Schindler était à l’origine motivé par la cupidité. Puis il fut témoin de plusieurs atrocités nazies. Il en fut profondément affecté. Bien qu’il soit un membre riche et influent du parti nazi, Schindler a secrètement élaboré des plans pour sauver autant de vies que possible. Il a fait exploser toute sa fortune dans la foulée.
Le film est un rappel brutal de maux indescriptibles qui existaient il y a à peine un siècle. En fin de compte, Schindler se sent incroyablement honteux de ses actes. Il aurait aimé pouvoir faire plus.
3. Le démarrage (1981)
Wolfgang Petersen s’est surpassé avec Das Boot. Le sujet est lourd. Le matériau source est solide. Il a réalisé une expérience cinématographique presque parfaite.
Il y a des films sur la Seconde Guerre mondiale qui vous font dire « wow ». Ensuite, il y a les films sur la Seconde Guerre mondiale qui vous retournent l’estomac. C’est ce dernier. Offrir une perspective humaine à l’ennemi est une entreprise ambitieuse. Ensuite, vous prenez cet élément et vous le collez dans un tube d’acier sous la surface de l’océan. Ce film est un travail mental.
Das Boot raconte l’histoire d’un équipage de sous-marin allemand spécifique. Ils sont quotidiennement mis à l’épreuve. Des missions exigeantes, audacieuses et presque impossibles émanent des supérieurs. Pendant ce temps, l’équipage se rend compte qu’ils ne sont rien d’autre que des ressources consommables du Troisième Reich.
Le slogan dit tout : “40 000 hommes ont été envoyés sur des sous-marins allemands… 30 000 ne sont jamais revenus.”
Le saut technique de Spielberg et la naissance du FPS de guerre
Il faut sauver le soldat Ryan n’a pas seulement remporté un Oscar pour Steven Spielberg ; cela a modifié la grammaire du cinéma lui-même. Alors que le réalisateur était depuis longtemps attiré par les récits de la Seconde Guerre mondiale, façonnés par le service de son père et les films classiques de l’époque, ce film de 1998 a repoussé les limites techniques. Les nouvelles techniques cinématographiques introduites ici ne sont pas restées à l’écran. Ils se sont infiltrés dans l’industrie du jeu vidéo, plantant directement la graine des jeux de tir à la première personne basés sur la guerre. Vous pouvez tracer une ligne directe entre le langage visuel de ce film et les mécanismes de la Medal of Honor originale.
Le film a également préparé le terrain pour Band of Brothers, prouvant que l’ampleur et l’intensité de la guerre pouvaient être interprétées à la télévision avec la même gravité. Il s’agit d’un des sommets de la carrière de Spielberg, une œuvre qui refuse de se moderniser.

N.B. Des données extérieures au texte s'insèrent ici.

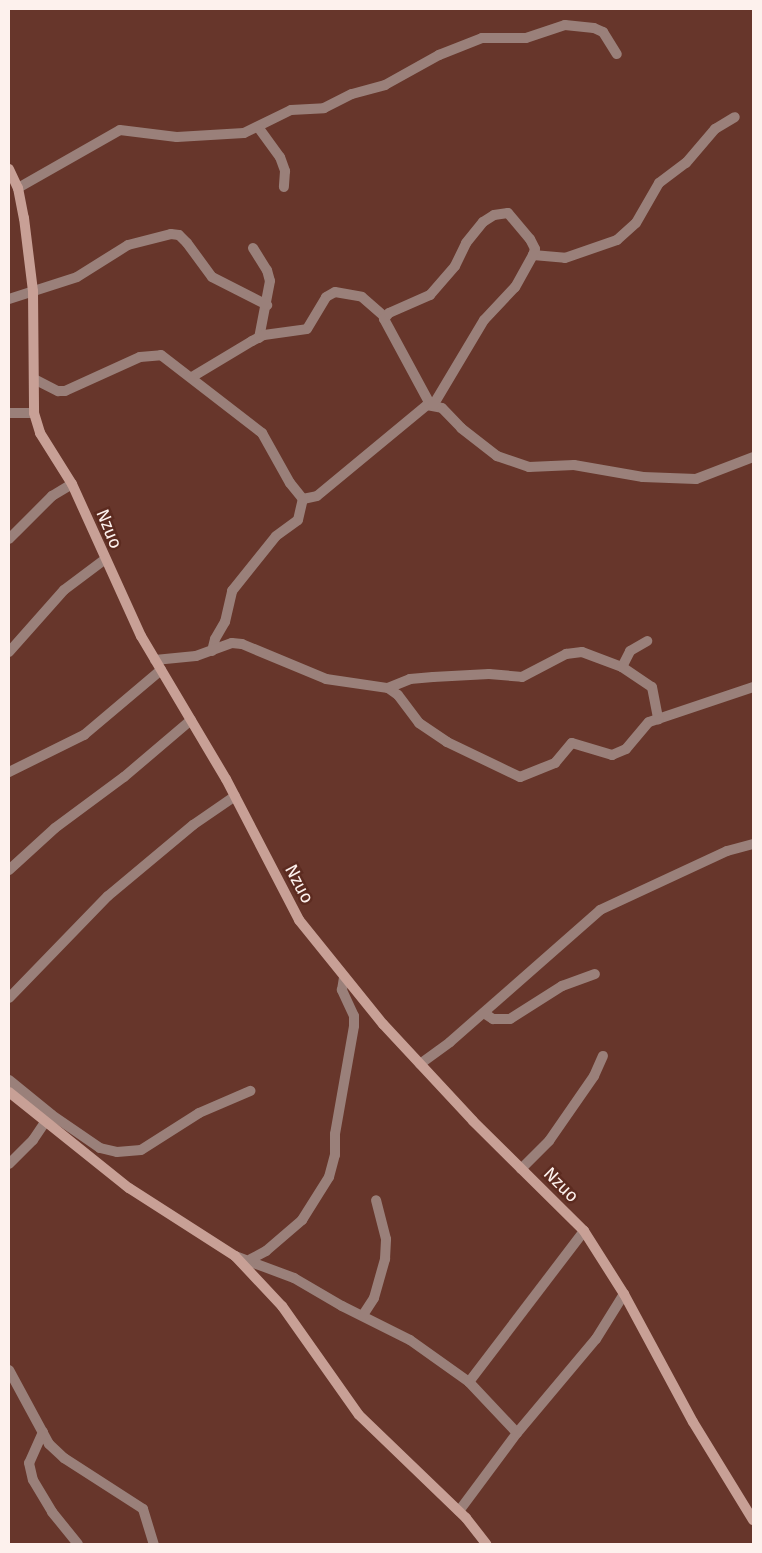 <!DOCTYPE html>
<style>
body{margin:0}
#map{position:relative;width:762px;height:1553px;overflow:hidden;background:#67362b;font-family:"Fira Sans",sans-serif}
div>[style]{position:absolute}
.street>*{height:10px;margin:-5px;padding:0 5px;transform-origin:5px;border-radius:5px;background:#9a807a}
.secondary>*{height:10px;margin:-5px;padding:0 5px;transform-origin:5px;border-radius:5px;background:#c8a096}
span{translate:-50% -50%;white-space:nowrap;text-align:center;line-height:1.15;-webkit-text-stroke:5px #5c2b20;paint-order:stroke}
.street-label{font-size:18px;color:#fdf1ed}
.frame{position:absolute;inset:0;border:10px solid #fdf1ed;pointer-events:none}
</style>
<div id="map">
<div class="street">
<div style="left:258px;top:127px;width:37px;rotate:54deg"></div>
<div style="left:280px;top:157px;width:15px;rotate:70deg"></div>
<div style="left:285px;top:171px;width:16px;rotate:94deg"></div>
<div style="left:18px;top:188px;width:117px;rotate:-29.6deg"></div>
<div style="left:120px;top:130px;width:57px;rotate:7deg"></div>
<div style="left:177px;top:137px;width:67px;rotate:-3.4deg"></div>
<div style="left:244px;top:133px;width:52px;rotate:-26.1deg"></div>
<div style="left:291px;top:110px;width:33px;rotate:-3deg"></div>
<div style="left:324px;top:108px;width:31px;rotate:-27deg"></div>
<div style="left:352px;top:94px;width:34px;rotate:-15deg"></div>
<div style="left:385px;top:85px;width:62px;rotate:-29.1deg"></div>
<div style="left:439px;top:55px;width:46px;rotate:-21.6deg"></div>
<div style="left:482px;top:38px;width:44px"></div>
<div style="left:526px;top:38px;width:41px;rotate:-18.4deg"></div>
<div style="left:565px;top:25px;width:29px;rotate:6deg"></div>
<div style="left:594px;top:28px;width:10px;rotate:24deg"></div>
<div style="left:603px;top:32px;width:26px;rotate:58deg"></div>
<div style="left:253px;top:248px;width:26px;rotate:58deg"></div>
<div style="left:267px;top:270px;width:11px;rotate:75deg"></div>
<div style="left:270px;top:281px;width:58px;rotate:100.9deg"></div>
<div style="left:533px;top:255px;width:32px;rotate:5deg"></div>
<div style="left:565px;top:258px;width:55px;rotate:-19.1deg"></div>
<div style="left:617px;top:240px;width:25px;rotate:-42deg"></div>
<div style="left:636px;top:223px;width:46px;rotate:-60.1deg"></div>
<div style="left:659px;top:183px;width:34px;rotate:-37deg"></div>
<div style="left:686px;top:163px;width:45px;rotate:-49.5deg"></div>
<div style="left:715px;top:129px;width:23px;rotate:-31deg"></div>
<div style="left:9px;top:299px;width:71px;rotate:-17.9deg"></div>
<div style="left:77px;top:277px;width:60px;rotate:-32.1deg"></div>
<div style="left:128px;top:245px;width:44px;rotate:-14.3deg"></div>
<div style="left:171px;top:234px;width:8px;rotate:7deg"></div>
<div style="left:179px;top:235px;width:11px;rotate:45deg"></div>
<div style="left:187px;top:243px;width:42px;rotate:53.7deg"></div>
<div style="left:212px;top:277px;width:62px;rotate:27deg"></div>
<div style="left:192px;top:377px;width:70px;rotate:-31deg"></div>
<div style="left:252px;top:341px;width:13px;rotate:-27deg"></div>
<div style="left:264px;top:335px;width:43px;rotate:-7.9deg"></div>
<div style="left:307px;top:329px;width:37px;rotate:-59deg"></div>
<div style="left:326px;top:297px;width:10px;rotate:-29deg"></div>
<div style="left:335px;top:292px;width:27px;rotate:10deg"></div>
<div style="left:362px;top:297px;width:30px;rotate:41deg"></div>
<div style="left:36px;top:380px;width:25px;rotate:27deg"></div>
<div style="left:58px;top:391px;width:7px"></div>
<div style="left:65px;top:391px;width:82px;rotate:-24.4deg"></div>
<div style="left:140px;top:357px;width:21px;rotate:-5deg"></div>
<div style="left:161px;top:355px;width:128px;rotate:37.7deg"></div>
<div style="left:262px;top:433px;width:57px;rotate:60.8deg"></div>
<div style="left:290px;top:483px;width:21px;rotate:51deg"></div>
<div style="left:303px;top:499px;width:14px;rotate:-12deg"></div>
<div style="left:317px;top:496px;width:143px;rotate:-39.6deg"></div>
<div style="left:427px;top:405px;width:15px;rotate:11deg"></div>
<div style="left:442px;top:408px;width:28px;rotate:46deg"></div>
<div style="left:461px;top:428px;width:46px;rotate:37.9deg"></div>
<div style="left:497px;top:456px;width:34px;rotate:19deg"></div>
<div style="left:529px;top:467px;width:45px;rotate:-2.5deg"></div>
<div style="left:574px;top:465px;width:70px;rotate:9.9deg"></div>
<div style="left:643px;top:477px;width:53px;rotate:2.2deg"></div>
<div style="left:696px;top:479px;width:61px;rotate:-21.1deg"></div>
<div style="left:430px;top:404px;width:97px;rotate:-118.4deg"></div>
<div style="left:384px;top:319px;width:8px;rotate:-50deg"></div>
<div style="left:389px;top:313px;width:45px;rotate:-23.7deg"></div>
<div style="left:430px;top:295px;width:38px;rotate:-49deg"></div>
<div style="left:455px;top:266px;width:25px;rotate:-64deg"></div>
<div style="left:466px;top:243px;width:27px;rotate:-51deg"></div>
<div style="left:483px;top:222px;width:13px;rotate:-32deg"></div>
<div style="left:494px;top:215px;width:14px;rotate:-8deg"></div>
<div style="left:508px;top:213px;width:34px;rotate:50deg"></div>
<div style="left:530px;top:239px;width:11px;rotate:63deg"></div>
<div style="left:535px;top:249px;width:6px;rotate:108deg"></div>
<div style="left:533px;top:255px;width:37px;rotate:119deg"></div>
<div style="left:515px;top:287px;width:45px;rotate:133.2deg"></div>
<div style="left:484px;top:320px;width:98px;rotate:120.8deg"></div>
<div style="left:9px;top:413px;width:25px"></div>
<div style="left:9px;top:539px;width:61px;rotate:-45deg"></div>
<div style="left:52px;top:496px;width:23px;rotate:-31deg"></div>
<div style="left:212px;top:651px;width:12px;rotate:-76deg"></div>
<div style="left:215px;top:639px;width:20px;rotate:-60deg"></div>
<div style="left:225px;top:622px;width:32px;rotate:-77deg"></div>
<div style="left:232px;top:591px;width:70px;rotate:-51.3deg"></div>
<div style="left:276px;top:536px;width:27px;rotate:-36deg"></div>
<div style="left:298px;top:520px;width:22px;rotate:-77deg"></div>
<div style="left:9px;top:652px;width:83px;rotate:-48.4deg"></div>
<div style="left:64px;top:590px;width:50px;rotate:-36.9deg"></div>
<div style="left:155px;top:660px;width:41px;rotate:-5.6deg"></div>
<div style="left:196px;top:656px;width:38px;rotate:-20deg"></div>
<div style="left:232px;top:643px;width:10px;rotate:6deg"></div>
<div style="left:242px;top:644px;width:91px;rotate:22.6deg"></div>
<div style="left:326px;top:679px;width:63px;rotate:8.3deg"></div>
<div style="left:388px;top:688px;width:12px;rotate:35deg"></div>
<div style="left:398px;top:695px;width:35px;rotate:53deg"></div>
<div style="left:419px;top:723px;width:34px;rotate:34deg"></div>
<div style="left:447px;top:742px;width:81px;rotate:25.6deg"></div>
<div style="left:520px;top:777px;width:38px;rotate:-22deg"></div>
<div style="left:555px;top:763px;width:26px;rotate:-50deg"></div>
<div style="left:572px;top:743px;width:42px;rotate:16.7deg"></div>
<div style="left:612px;top:755px;width:15px;rotate:-23deg"></div>
<div style="left:626px;top:749px;width:35px;rotate:-50deg"></div>
<div style="left:649px;top:722px;width:110px;rotate:-18.6deg"></div>
<div style="left:622px;top:667px;width:18px;rotate:-63deg"></div>
<div style="left:630px;top:651px;width:20px;rotate:-30deg"></div>
<div style="left:388px;top:688px;width:24px;rotate:-22deg"></div>
<div style="left:410px;top:679px;width:23px;rotate:-5deg"></div>
<div style="left:433px;top:677px;width:56px;rotate:-3.1deg"></div>
<div style="left:489px;top:674px;width:33px;rotate:5deg"></div>
<div style="left:522px;top:677px;width:50px;rotate:-27.6deg"></div>
<div style="left:566px;top:654px;width:16px;rotate:-7deg"></div>
<div style="left:582px;top:652px;width:43px;rotate:20.6deg"></div>
<div style="left:622px;top:667px;width:36px;rotate:34deg"></div>
<div style="left:652px;top:687px;width:33px;rotate:79deg"></div>
<div style="left:9px;top:772px;width:84px;rotate:-26.3deg"></div>
<div style="left:84px;top:735px;width:101px;rotate:-40.2deg"></div>
<div style="left:9px;top:870px;width:62px;rotate:-42.4deg"></div>
<div style="left:55px;top:828px;width:86px;rotate:-36.5deg"></div>
<div style="left:124px;top:777px;width:88px;rotate:-40.4deg"></div>
<div style="left:9px;top:998px;width:142px;rotate:-45.9deg"></div>
<div style="left:108px;top:896px;width:111px;rotate:-39.9deg"></div>
<div style="left:193px;top:825px;width:51px;rotate:-34.6deg"></div>
<div style="left:484px;top:1013px;width:11px;rotate:34deg"></div>
<div style="left:493px;top:1019px;width:17px"></div>
<div style="left:510px;top:1019px;width:62px;rotate:-32.4deg"></div>
<div style="left:562px;top:986px;width:35px;rotate:-20deg"></div>
<div style="left:420px;top:1064px;width:37px;rotate:-36deg"></div>
<div style="left:450px;top:1042px;width:200px;rotate:-41.3deg"></div>
<div style="left:600px;top:910px;width:140px;rotate:-24.9deg"></div>
<div style="left:727px;top:851px;width:27px;rotate:-15deg"></div>
<div style="left:9px;top:1080px;width:55px;rotate:39.1deg"></div>
<div style="left:52px;top:1115px;width:58px;rotate:34.5deg"></div>
<div style="left:100px;top:1148px;width:17px;rotate:13deg"></div>
<div style="left:117px;top:1152px;width:24px;rotate:-5deg"></div>
<div style="left:141px;top:1150px;width:69px;rotate:-32.5deg"></div>
<div style="left:199px;top:1113px;width:56px;rotate:-23.3deg"></div>
<div style="left:9px;top:1164px;width:34px;rotate:-45deg"></div>
<div style="left:33px;top:1140px;width:22px;rotate:-56deg"></div>
<div style="left:521px;top:1169px;width:40px;rotate:-45deg"></div>
<div style="left:549px;top:1141px;width:79px;rotate:-55.3deg"></div>
<div style="left:594px;top:1076px;width:22px;rotate:-66deg"></div>
<div style="left:235px;top:1256px;width:63px;rotate:20.4deg"></div>
<div style="left:294px;top:1278px;width:56px;rotate:30.3deg"></div>
<div style="left:342px;top:1306px;width:76px;rotate:26.6deg"></div>
<div style="left:410px;top:1340px;width:72px;rotate:35.4deg"></div>
<div style="left:469px;top:1382px;width:70px;rotate:46.7deg"></div>
<div style="left:251px;top:1259px;width:17px;rotate:-28deg"></div>
<div style="left:266px;top:1251px;width:48px;rotate:-40.7deg"></div>
<div style="left:302px;top:1220px;width:51px;rotate:-57.9deg"></div>
<div style="left:329px;top:1177px;width:23px;rotate:-75deg"></div>
<div style="left:335px;top:1155px;width:21px;rotate:-90deg"></div>
<div style="left:335px;top:1134px;width:110px;rotate:-80deg"></div>
<div style="left:354px;top:1026px;width:10px;rotate:-90deg"></div>
<div style="left:354px;top:1016px;width:29px;rotate:-115deg"></div>
<div style="left:342px;top:990px;width:13px;rotate:-81deg"></div>
<div style="left:363px;top:1315px;width:20px;rotate:-57deg"></div>
<div style="left:374px;top:1298px;width:41px;rotate:-74.2deg"></div>
<div style="left:385px;top:1259px;width:20px;rotate:-87deg"></div>
<div style="left:386px;top:1239px;width:40px;rotate:-104.4deg"></div>
<div style="left:9px;top:1370px;width:84px;rotate:61.6deg"></div>
<div style="left:49px;top:1444px;width:21px;rotate:43deg"></div>
<div style="left:64px;top:1458px;width:94px;rotate:32.8deg"></div>
<div style="left:143px;top:1509px;width:37px;rotate:73deg"></div>
<div style="left:469px;top:1382px;width:190px;rotate:-52.7deg"></div>
<div style="left:43px;top:1432px;width:34px;rotate:114deg"></div>
<div style="left:29px;top:1463px;width:17px;rotate:77deg"></div>
<div style="left:33px;top:1480px;width:37px;rotate:59deg"></div>
<div style="left:52px;top:1512px;width:41px;rotate:50.9deg"></div>
<div style="left:459px;top:1511px;width:97px;rotate:-53.4deg"></div>
<div style="left:517px;top:1433px;width:123px;rotate:-50deg"></div>
<div style="left:596px;top:1339px;width:53px;rotate:-58.1deg"></div>
</div>
<div class="secondary">
<div style="left:9px;top:169px;width:21px;rotate:65deg"></div>
<div style="left:18px;top:188px;width:31px;rotate:79deg"></div>
<div style="left:24px;top:218px;width:74px;rotate:83deg"></div>
<div style="left:33px;top:291px;width:122px;rotate:89.5deg"></div>
<div style="left:34px;top:413px;width:21px;rotate:73deg"></div>
<div style="left:40px;top:433px;width:60px;rotate:57.9deg"></div>
<div style="left:72px;top:484px;width:167px;rotate:65.6deg"></div>
<div style="left:141px;top:636px;width:166px;rotate:59.3deg"></div>
<div style="left:226px;top:779px;width:159px;rotate:62.6deg"></div>
<div style="left:299px;top:920px;width:134px;rotate:51.1deg"></div>
<div style="left:383px;top:1024px;width:132px;rotate:47.1deg"></div>
<div style="left:473px;top:1121px;width:156px;rotate:44.7deg"></div>
<div style="left:584px;top:1231px;width:75px;rotate:57.6deg"></div>
<div style="left:624px;top:1294px;width:145px;rotate:61.7deg"></div>
<div style="left:693px;top:1422px;width:115px;rotate:58.5deg"></div>
<div style="left:9px;top:1092px;width:154px;rotate:38.7deg"></div>
<div style="left:129px;top:1188px;width:126px;rotate:32.7deg"></div>
<div style="left:235px;top:1256px;width:69px;rotate:46.8deg"></div>
<div style="left:282px;top:1306px;width:133px;rotate:54.8deg"></div>
<div style="left:359px;top:1415px;width:149px;rotate:43.9deg"></div>
<div style="left:466px;top:1518px;width:33px;rotate:52deg"></div>
</div>
<div class="street-label">
<span style="left:109px;top:529px;rotate:68deg">Nzuo</span>
<span style="left:299px;top:884px;rotate:62deg">Nzuo</span>
<span style="left:561px;top:1185px;rotate:45deg">Nzuo</span>
</div>
<div class="frame"></div>
</div>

Pourquoi la fine ligne rouge ressemble à de la poésie, pas à de la propagande
The Thin Red Line pose une question différente. Si le cinéma est une forme d’art visuel, peut-on supprimer le dialogue tout en disant la vérité ? Terrence Malick dit oui. Il abandonne le théâtre européen pour le paysage humide et brutal de Guadalcanal dans le Pacifique. Il n’y a pas ici de grand arc narratif. Au lieu de cela, le film est une collection d’histoires personnelles décousues, une poésie visuelle qui fait ressortir les différentes strates de l’esprit du soldat.
Vous voyez la peur. La fidélité. Les doutes. Et enfin, le courage. C’est un goût acquis, certes. Le travail de Malick est souvent expérimental, laissant certains spectateurs froids. Mais le gain est immense. Associez cette intensité visuelle à la partition de Hans Zimmer et aux chœurs mélanésiens, et vous obtenez quelque chose qui ne vous montre pas seulement la guerre ; il vous permet d’habiter le silence à l’intérieur d’un casque.